**About this task:**
After locating the line with "Detect the labels" in the data that follows, return it and every later line exactly, up to and including the line with "Bounding boxes for".
** Opening Provided data block **
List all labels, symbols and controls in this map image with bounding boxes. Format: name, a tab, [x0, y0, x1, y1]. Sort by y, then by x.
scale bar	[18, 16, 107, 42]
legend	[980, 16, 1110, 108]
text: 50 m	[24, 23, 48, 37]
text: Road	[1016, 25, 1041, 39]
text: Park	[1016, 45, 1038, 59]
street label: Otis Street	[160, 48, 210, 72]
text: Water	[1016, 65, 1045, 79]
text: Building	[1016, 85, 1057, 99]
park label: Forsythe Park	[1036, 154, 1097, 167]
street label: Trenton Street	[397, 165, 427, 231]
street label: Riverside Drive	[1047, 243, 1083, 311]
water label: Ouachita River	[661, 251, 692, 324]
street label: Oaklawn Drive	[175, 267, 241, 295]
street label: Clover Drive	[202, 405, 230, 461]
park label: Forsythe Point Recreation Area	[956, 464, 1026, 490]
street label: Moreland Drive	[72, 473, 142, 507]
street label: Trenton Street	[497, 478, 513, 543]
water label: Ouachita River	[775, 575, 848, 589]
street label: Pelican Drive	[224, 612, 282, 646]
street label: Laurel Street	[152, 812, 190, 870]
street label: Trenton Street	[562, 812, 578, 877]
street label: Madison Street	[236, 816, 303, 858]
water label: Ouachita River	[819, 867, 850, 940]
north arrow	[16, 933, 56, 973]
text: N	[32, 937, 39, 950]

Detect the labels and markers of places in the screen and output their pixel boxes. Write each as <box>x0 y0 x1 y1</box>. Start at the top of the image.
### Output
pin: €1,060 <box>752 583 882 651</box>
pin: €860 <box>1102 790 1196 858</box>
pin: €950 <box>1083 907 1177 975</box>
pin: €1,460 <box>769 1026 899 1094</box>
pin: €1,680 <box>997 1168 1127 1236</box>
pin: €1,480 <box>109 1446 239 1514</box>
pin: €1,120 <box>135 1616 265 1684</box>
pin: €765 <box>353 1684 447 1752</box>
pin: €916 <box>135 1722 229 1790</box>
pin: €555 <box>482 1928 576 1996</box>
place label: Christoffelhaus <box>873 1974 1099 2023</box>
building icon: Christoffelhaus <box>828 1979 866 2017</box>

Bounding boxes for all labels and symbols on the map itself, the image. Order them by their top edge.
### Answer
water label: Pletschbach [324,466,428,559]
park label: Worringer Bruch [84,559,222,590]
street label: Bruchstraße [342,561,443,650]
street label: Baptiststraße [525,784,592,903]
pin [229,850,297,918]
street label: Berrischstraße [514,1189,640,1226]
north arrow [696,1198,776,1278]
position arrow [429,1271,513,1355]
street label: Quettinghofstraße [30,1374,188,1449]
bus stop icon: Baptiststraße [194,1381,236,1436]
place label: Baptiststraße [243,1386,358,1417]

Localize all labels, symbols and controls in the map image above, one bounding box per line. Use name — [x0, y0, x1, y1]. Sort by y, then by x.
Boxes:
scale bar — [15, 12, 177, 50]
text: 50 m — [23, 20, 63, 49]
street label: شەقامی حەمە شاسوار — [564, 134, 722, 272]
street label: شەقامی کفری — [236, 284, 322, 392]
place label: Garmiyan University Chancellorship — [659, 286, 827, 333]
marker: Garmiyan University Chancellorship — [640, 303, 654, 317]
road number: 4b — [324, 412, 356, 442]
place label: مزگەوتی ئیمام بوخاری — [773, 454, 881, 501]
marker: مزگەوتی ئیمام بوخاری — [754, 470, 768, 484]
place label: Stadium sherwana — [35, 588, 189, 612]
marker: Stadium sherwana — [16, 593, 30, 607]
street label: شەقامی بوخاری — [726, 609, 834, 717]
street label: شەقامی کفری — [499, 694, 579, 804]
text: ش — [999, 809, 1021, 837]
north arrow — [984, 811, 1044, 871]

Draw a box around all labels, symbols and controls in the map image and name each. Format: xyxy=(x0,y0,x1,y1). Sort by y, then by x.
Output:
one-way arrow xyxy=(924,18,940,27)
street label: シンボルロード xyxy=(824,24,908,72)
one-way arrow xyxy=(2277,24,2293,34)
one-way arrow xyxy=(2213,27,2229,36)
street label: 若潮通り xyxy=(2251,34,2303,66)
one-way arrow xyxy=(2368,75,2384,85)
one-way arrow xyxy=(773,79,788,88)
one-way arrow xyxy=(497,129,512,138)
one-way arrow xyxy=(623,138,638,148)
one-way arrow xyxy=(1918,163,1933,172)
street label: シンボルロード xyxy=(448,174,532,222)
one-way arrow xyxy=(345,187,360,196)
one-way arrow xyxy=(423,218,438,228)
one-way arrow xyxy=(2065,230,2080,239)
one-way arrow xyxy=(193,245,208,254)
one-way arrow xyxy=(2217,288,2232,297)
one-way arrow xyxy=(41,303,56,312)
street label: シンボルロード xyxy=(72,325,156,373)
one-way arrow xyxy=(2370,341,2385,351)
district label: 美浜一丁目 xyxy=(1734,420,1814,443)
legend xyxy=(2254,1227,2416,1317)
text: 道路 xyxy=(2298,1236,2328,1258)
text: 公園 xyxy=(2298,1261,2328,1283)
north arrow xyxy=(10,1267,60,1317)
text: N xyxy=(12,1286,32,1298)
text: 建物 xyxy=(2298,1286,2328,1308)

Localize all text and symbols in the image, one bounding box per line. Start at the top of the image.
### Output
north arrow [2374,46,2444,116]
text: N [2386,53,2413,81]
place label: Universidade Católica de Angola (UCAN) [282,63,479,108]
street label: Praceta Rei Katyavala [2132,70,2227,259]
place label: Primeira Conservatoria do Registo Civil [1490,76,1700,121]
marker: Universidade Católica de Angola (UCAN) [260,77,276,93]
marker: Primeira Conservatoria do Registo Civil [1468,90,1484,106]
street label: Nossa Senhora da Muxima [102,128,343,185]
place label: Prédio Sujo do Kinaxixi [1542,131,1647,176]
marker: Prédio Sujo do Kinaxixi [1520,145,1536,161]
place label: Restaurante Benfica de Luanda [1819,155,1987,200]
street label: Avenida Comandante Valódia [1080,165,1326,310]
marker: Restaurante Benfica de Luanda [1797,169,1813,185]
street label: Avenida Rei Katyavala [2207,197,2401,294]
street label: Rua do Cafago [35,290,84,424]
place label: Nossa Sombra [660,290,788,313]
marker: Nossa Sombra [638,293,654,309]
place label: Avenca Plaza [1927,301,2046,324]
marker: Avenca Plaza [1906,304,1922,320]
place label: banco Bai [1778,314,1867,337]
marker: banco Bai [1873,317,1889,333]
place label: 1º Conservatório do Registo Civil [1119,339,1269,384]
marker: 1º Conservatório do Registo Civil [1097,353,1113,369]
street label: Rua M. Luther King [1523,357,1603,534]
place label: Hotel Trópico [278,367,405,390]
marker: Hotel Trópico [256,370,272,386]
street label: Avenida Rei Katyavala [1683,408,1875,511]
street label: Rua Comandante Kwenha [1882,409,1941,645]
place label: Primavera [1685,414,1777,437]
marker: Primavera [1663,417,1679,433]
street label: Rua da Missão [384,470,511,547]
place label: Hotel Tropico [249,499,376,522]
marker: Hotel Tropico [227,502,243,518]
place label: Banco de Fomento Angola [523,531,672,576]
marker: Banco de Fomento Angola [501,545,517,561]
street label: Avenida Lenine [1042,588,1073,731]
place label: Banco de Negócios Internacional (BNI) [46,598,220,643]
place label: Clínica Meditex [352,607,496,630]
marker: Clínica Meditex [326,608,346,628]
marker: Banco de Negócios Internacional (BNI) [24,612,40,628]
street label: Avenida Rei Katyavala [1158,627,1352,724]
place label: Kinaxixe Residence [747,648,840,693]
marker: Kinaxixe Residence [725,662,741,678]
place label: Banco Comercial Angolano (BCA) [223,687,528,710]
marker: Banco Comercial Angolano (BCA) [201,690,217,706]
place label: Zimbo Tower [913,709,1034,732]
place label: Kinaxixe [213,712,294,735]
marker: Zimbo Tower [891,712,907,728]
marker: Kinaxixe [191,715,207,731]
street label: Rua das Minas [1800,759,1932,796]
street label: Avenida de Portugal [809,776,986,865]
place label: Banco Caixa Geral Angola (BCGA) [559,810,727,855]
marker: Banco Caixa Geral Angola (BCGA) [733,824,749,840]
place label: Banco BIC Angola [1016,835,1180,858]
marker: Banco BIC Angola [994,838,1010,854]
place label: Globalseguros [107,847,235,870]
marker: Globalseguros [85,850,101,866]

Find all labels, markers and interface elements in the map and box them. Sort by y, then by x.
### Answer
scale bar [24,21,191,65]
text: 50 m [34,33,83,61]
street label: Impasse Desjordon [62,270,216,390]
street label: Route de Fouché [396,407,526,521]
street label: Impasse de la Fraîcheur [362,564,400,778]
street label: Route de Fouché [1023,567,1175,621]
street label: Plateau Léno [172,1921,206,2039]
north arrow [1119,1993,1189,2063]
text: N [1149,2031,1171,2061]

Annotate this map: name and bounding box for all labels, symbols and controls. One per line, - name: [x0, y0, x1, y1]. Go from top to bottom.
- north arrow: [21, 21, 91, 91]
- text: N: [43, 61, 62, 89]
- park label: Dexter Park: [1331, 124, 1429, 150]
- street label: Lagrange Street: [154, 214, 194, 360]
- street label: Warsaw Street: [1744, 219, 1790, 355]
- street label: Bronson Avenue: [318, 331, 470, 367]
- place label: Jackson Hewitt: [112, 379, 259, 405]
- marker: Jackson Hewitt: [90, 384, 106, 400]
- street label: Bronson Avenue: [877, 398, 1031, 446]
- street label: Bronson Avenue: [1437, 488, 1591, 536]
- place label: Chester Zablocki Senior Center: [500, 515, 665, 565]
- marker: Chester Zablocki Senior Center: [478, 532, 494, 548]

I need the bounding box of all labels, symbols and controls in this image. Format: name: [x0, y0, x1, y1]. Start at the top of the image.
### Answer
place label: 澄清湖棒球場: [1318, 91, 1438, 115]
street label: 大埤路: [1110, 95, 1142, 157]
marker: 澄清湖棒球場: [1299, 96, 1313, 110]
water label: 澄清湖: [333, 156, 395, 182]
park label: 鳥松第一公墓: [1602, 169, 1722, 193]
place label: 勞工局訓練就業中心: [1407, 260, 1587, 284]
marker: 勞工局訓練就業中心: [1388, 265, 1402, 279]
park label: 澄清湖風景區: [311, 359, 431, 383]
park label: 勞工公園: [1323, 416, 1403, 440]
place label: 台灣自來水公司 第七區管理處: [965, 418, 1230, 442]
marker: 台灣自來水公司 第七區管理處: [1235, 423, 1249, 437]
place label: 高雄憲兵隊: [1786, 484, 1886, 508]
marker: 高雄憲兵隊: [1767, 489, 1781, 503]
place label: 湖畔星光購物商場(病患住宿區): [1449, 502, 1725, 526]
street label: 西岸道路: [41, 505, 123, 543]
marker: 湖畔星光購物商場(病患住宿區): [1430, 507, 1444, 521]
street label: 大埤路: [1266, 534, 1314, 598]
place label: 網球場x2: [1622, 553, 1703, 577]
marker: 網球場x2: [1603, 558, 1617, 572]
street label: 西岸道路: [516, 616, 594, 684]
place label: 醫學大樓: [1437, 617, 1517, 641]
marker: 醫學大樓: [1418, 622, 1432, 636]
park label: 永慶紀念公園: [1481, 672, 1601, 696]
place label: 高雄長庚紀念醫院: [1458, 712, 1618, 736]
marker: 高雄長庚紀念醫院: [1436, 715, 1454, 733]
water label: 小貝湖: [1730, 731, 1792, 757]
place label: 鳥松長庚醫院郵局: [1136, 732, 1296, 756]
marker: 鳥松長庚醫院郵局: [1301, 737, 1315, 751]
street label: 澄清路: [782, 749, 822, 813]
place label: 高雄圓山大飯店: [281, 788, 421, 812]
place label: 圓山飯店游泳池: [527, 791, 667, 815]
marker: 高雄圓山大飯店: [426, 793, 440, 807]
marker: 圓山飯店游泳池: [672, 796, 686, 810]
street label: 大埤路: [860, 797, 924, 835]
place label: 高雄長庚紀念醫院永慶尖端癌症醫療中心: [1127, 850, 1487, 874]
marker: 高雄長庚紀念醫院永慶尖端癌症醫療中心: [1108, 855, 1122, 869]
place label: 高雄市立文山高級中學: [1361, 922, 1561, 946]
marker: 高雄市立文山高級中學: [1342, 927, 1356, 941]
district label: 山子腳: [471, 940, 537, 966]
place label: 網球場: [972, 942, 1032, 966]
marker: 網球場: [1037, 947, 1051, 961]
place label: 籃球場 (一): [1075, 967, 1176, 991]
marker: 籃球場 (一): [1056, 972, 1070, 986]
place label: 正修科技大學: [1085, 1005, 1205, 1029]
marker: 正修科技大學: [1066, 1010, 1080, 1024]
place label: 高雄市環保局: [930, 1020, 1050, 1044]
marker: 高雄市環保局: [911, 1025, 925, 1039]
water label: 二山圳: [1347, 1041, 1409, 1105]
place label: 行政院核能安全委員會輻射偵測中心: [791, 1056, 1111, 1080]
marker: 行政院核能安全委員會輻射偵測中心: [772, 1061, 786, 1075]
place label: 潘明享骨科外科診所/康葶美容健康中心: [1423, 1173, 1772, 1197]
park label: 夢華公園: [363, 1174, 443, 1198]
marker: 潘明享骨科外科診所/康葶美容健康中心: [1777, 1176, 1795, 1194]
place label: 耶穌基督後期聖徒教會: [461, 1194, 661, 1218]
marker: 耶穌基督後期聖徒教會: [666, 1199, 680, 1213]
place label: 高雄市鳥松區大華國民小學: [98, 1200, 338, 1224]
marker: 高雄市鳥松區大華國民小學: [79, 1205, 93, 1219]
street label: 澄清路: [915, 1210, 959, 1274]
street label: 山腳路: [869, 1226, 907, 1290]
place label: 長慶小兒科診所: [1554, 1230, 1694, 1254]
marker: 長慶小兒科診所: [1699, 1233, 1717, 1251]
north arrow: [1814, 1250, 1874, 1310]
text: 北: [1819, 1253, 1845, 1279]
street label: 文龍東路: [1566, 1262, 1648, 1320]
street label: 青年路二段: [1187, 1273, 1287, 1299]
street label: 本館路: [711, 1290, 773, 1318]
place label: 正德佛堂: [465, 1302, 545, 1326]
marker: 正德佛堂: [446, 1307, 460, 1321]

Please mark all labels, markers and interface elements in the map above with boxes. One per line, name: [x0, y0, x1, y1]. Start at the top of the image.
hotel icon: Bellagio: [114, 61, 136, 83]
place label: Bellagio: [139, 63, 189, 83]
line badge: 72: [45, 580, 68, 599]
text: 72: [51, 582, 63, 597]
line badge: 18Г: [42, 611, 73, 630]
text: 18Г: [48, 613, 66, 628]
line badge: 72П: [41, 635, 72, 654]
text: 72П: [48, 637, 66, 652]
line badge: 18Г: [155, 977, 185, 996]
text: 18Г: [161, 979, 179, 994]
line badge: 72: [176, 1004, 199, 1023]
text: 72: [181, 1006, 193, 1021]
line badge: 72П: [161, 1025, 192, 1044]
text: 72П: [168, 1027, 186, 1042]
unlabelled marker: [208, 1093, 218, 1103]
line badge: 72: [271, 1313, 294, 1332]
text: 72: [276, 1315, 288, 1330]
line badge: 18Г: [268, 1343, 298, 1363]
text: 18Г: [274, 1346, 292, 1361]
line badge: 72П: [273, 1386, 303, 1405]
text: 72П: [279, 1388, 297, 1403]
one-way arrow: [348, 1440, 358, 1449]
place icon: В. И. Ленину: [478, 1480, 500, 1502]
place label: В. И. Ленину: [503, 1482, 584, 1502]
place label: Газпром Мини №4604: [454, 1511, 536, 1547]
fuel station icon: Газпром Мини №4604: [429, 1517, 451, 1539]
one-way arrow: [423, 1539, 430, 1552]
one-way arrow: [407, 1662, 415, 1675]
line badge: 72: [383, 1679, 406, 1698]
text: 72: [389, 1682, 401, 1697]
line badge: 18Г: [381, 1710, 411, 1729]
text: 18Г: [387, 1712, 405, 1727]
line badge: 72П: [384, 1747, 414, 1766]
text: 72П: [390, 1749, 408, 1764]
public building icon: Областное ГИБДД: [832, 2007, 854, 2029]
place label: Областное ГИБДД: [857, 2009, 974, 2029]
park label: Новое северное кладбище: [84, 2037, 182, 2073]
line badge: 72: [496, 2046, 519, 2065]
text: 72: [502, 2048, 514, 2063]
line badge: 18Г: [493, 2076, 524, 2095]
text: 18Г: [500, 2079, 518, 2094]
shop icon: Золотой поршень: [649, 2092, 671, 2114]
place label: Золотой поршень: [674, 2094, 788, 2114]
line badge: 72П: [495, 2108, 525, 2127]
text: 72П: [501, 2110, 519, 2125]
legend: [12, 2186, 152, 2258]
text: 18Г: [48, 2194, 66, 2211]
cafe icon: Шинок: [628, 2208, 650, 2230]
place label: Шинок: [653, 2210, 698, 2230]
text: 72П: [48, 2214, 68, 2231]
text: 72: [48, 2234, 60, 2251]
** Closing Provided data block **
**Output of the exercise:**
Detect the labels and markers of places in the screen and output their pixel boxes. Write each as <box>x0 y0 x1 y1</box>. Start at the top of the image.
### Output
pin: €1,060 <box>752 583 882 651</box>
pin: €860 <box>1102 790 1196 858</box>
pin: €950 <box>1083 907 1177 975</box>
pin: €1,460 <box>769 1026 899 1094</box>
pin: €1,680 <box>997 1168 1127 1236</box>
pin: €1,480 <box>109 1446 239 1514</box>
pin: €1,120 <box>135 1616 265 1684</box>
pin: €765 <box>353 1684 447 1752</box>
pin: €916 <box>135 1722 229 1790</box>
pin: €555 <box>482 1928 576 1996</box>
place label: Christoffelhaus <box>873 1974 1099 2023</box>
building icon: Christoffelhaus <box>828 1979 866 2017</box>

Bounding boxes for all labels and symbols on the map itself, the image. Order them by their top edge.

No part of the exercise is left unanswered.